ACO Final Rule: Enough to Entice the Oncology Team?

Sydney Abbott, JD
Policy Coordinator, Association of Community Cancer Centers

The result of the November 17, 2011, hyperpartisan Congress is policymaking stuck firmly in division and gridlock. Many healthcare issues remain in contention, including key components of the Patient Protection and Affordable Care Act (ACA). Whereas some legislators have tried to mitigate—or even eliminate—the ACA, their efforts have been unsuccessful within the 2 chambers of Congress. The US Supreme Court has agreed to rule on the constitutionality of the individual mandate in 2012, and we will have a better idea of the muscle of the ACA once its final decision is reached. Until then, implementations of various aspects of the ACA are moving forward, such as insurance reforms and the establishment of accountable care organizations (ACOs). 

The Centers for Medicare & Medicaid Services (CMS) recently released its final rule on ACOs to mixed reviews. CMS appears to have read the 1300 public comments carefully, because it made considerable improvements to the final rule. Although the final rule is a dramatic improvement to the proposed rule, provider groups such as the Association of Community Cancer Centers (ACCC) are still unsure whether the rule goes far enough to entice specialists to join an ACO.

CMS’s final rule addresses several obstacles that individual practices and cancer programs faced in forming or joining ACOs. CMS had proposed 2 entrances into risk-sharing during the first 3-year cycle of the ACO. However, both entrance models created an important cost-related barrier to enter an ACO, by assuming a 2-sided risk for every participant during the first cycle. Despite significant start-up costs, in the proposed rule oncologists and other specialists could be required to make payments back to CMS for not meeting set benchmarks. It is fortunate that CMS listened to what ACCC and other groups said in the comments and altered the final rule to include a truly 1-sided model for risk-sharing in the first 3 years. A 2-sided model is still available, but we do not expect that many ACOs will elect to undertake a greater risk, even if there is a potential for greater rewards.

CMS also surprised us by reducing the number of reportable quality measures from 65 down to 33. This is a welcome change. The greater the number of quality measures to report, the higher the barrier to entering an ACO, because greater preparation is required of each ACO participant. Instead of requiring all 65 quality measures at the outset, 33 will be reported initially, with the remainding 32 to be phased in over 3 years.

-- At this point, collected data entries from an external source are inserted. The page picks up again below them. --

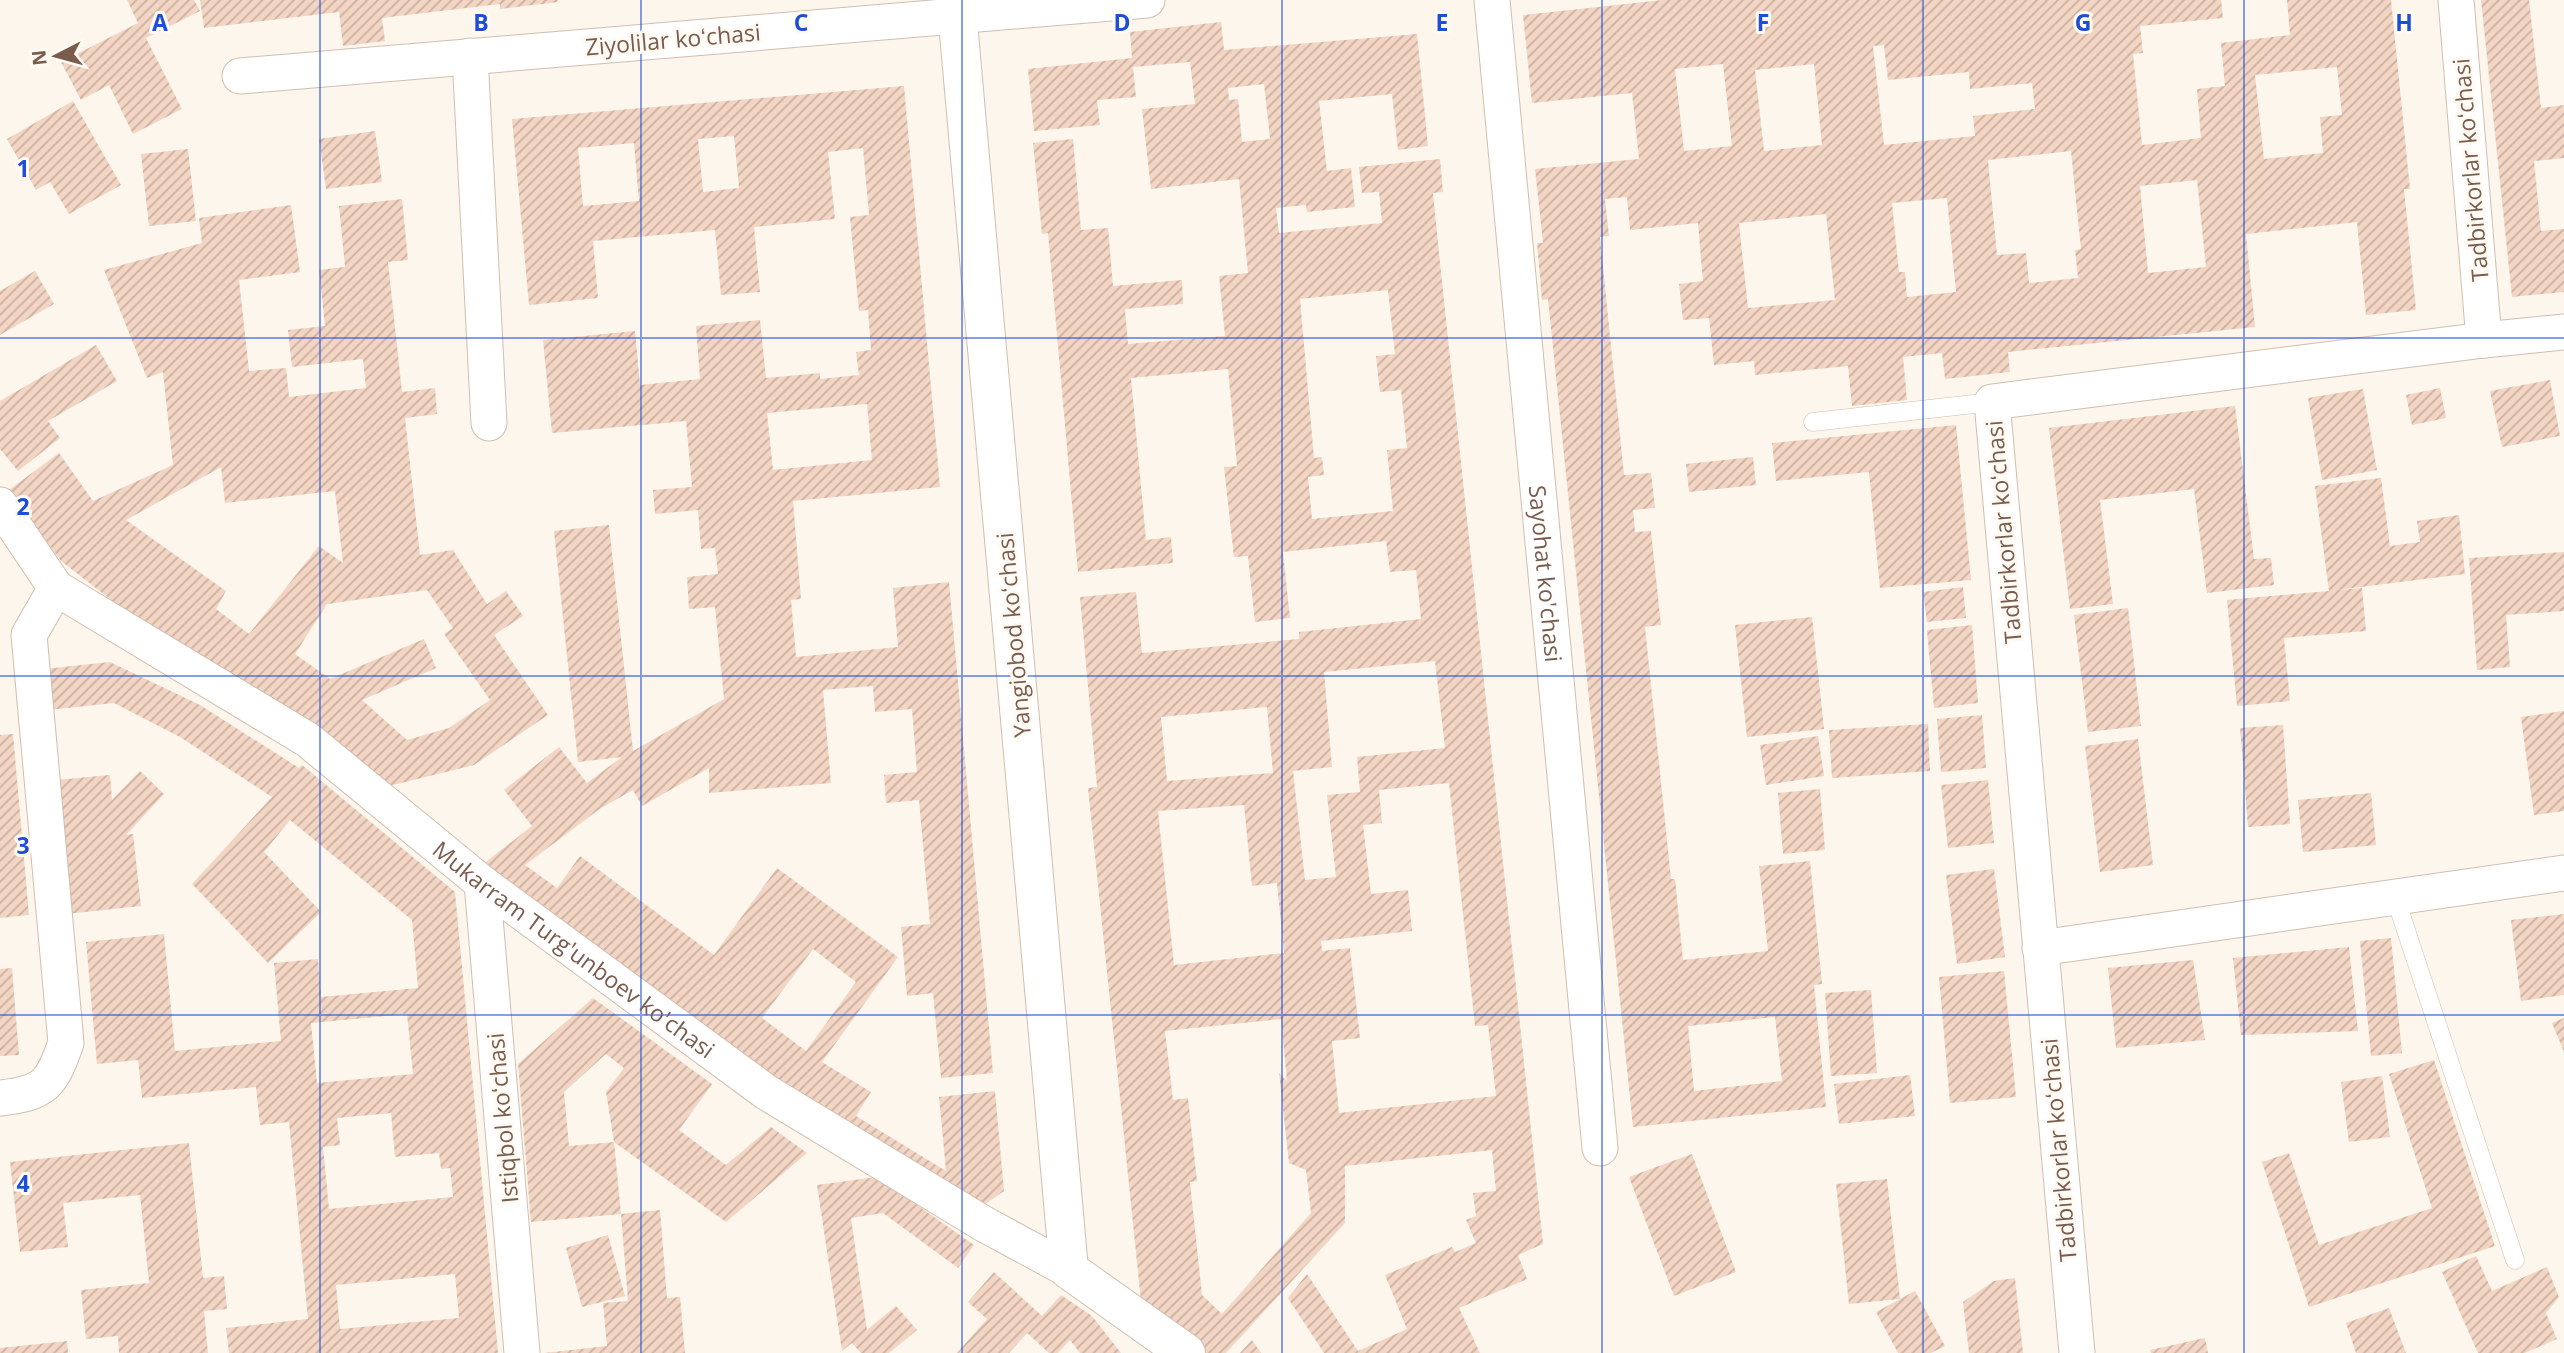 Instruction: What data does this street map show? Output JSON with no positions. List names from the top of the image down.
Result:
{
  "streets": {
    "street": [
      "Ziyolilar koʻchasi",
      "Tadbirkorlar koʻchasi",
      "Sayohat ko'chasi",
      "Yangiobod koʻchasi",
      "Mukarram Turg'unboev ko'chasi",
      "Istiqbol koʻchasi"
    ]
  },
  "crossings": [
    ["Ziyolilar koʻchasi", "Yangiobod koʻchasi"],
    ["Yangiobod koʻchasi", "Mukarram Turg'unboev ko'chasi"],
    ["Mukarram Turg'unboev ko'chasi", "Istiqbol koʻchasi"]
  ],
  "north": "left",
  "grid": {
    "columns": [
      "A",
      "B",
      "C",
      "D",
      "E",
      "F",
      "G",
      "H"
    ],
    "rows": [
      "1",
      "2",
      "3",
      "4"
    ]
  }
} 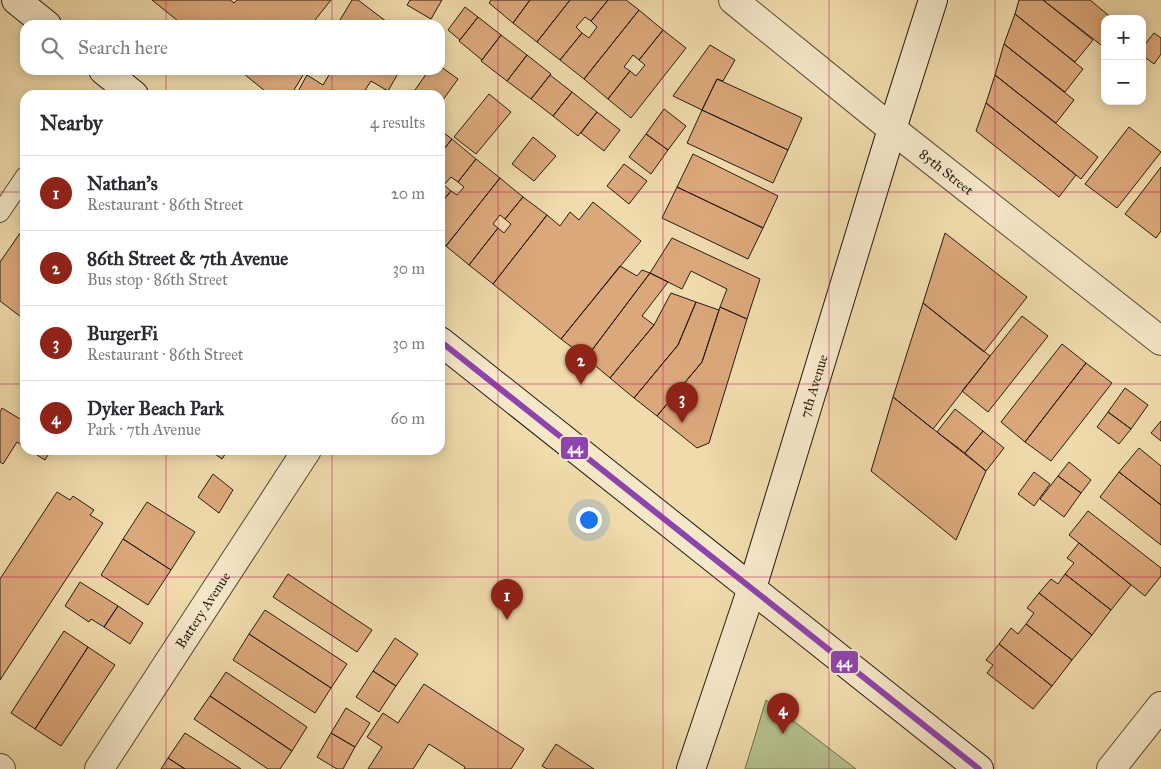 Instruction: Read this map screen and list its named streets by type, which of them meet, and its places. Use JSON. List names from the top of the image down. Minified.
{"streets":{"main road":["85th Street","7th Avenue","Battery Avenue"]},"crossings":[["85th Street","7th Avenue"]],"lines":["transit line 44"],"page":{"map_buttons":["+","−"],"search":"Search here","heading":["Nearby","4 results"],"list":[{"mark":"1","name":"Nathan's","note":"Restaurant · 86th Street","value":"20 m"},{"mark":"2","name":"86th Street & 7th Avenue","note":"Bus stop · 86th Street","value":"30 m"},{"mark":"3","name":"BurgerFi","note":"Restaurant · 86th Street","value":"30 m"},{"mark":"4","name":"Dyker Beach Park","note":"Park · 7th Avenue","value":"60 m"}],"pins":["2","3","1","4"]}}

CMS’s final ACO rule also re-duced the electronic health record  meaningful user requirement. CMS will allow ACOs to build up to the proposed 50% meaningful user requirement over the first 3 years of the program. 

Probably the most significant change from the proposal to the final rule is the shift from retrospective to prospective assignment of beneficiaries. In its comments to CMS, the ACCC noted the difficulty that retrospective assignment would bring by prohibiting providers from planning for their responsibilities. Retro­spective assignment would allow CMS to notify an ACO as to which patients that ACO was responsible for after the closing of the ACO cycle. Providers, therefore, would be left in the dark about which patients counted toward meeting cost and quality thresholds that are required to achieve shared savings under an ACO. In the final rule, CMS changed assignment to a more prospective model. Now, CMS will notify participating providers on a quarterly basis as to which patients are likely under their responsibility. This will allow providers greater planning and will help them to take a more active role in the quality improvement and cost-containment goals of the ACO.

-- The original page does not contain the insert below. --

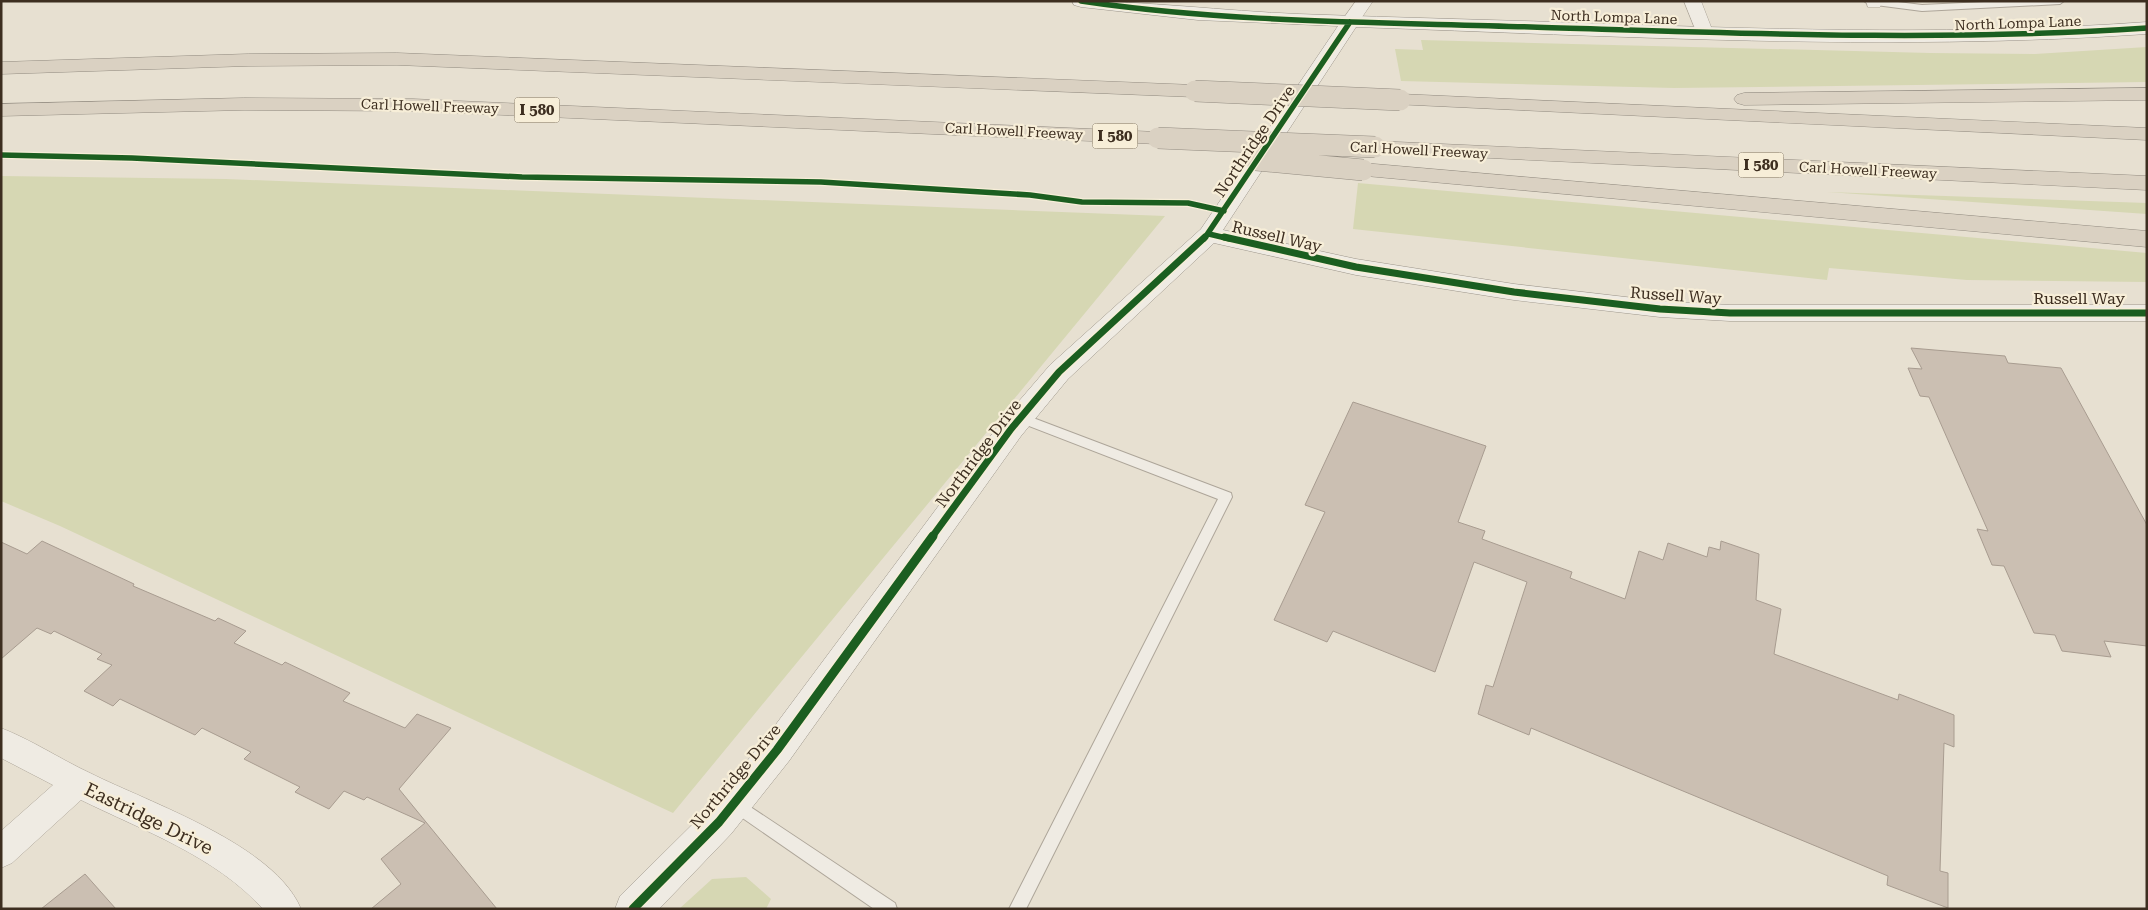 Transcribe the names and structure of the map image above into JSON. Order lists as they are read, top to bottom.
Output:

The ACCC believes that all these changes in the final ACO rule will help reduce barriers to entry into an ACO. Still, it remains unclear if the changes are enticing enough to encourage oncology providers to participate. ACO-related expenses re­main very high. CMS expects start-up costs to range from $29 million to $157 million, but many provider groups anticipate even higher initial costs, with annual operating costs expected to be at least $60 million.

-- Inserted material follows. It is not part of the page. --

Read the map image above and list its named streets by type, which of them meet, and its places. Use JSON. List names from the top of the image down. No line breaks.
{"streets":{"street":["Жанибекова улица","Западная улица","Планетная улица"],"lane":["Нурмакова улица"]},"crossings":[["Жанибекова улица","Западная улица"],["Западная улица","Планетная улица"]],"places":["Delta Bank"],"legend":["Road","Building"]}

ACCC’s members are also concerned about where they fit into the equation—ACOs remain primary care practitioner–centered. The ACCC commented on the possibility of an oncology-centered ACO, but CMS did not address that option in its final rulemaking. Oncology patients are typically much more expensive to care for than a patient without a cancer diagnosis, and it remains unclear how those patients will affect an ACO’s bottom line in meeting quality and cost thresholds.

The question remains unanswered whether ACOs will chill research. Oncology relies heavily on the knowledge gleaned from clinical trials, but research is extremely expensive, and the quality thresholds set for ACOs could be too costly or too burdensome. 

Finally, many oncology practices and cancer programs are already running high-quality, low-cost facilities, and the additional improvements required to earn shared savings may be difficult for them to achieve.

There are certainly many considerations for oncology providers to weigh in when making the decision to participate or pass on the ACOs. The final CMS rule did make signif­icant improvements from its pro-posal, but is it enough to entice the on­cology team? The answer is just one more unknown in the world of ACOs.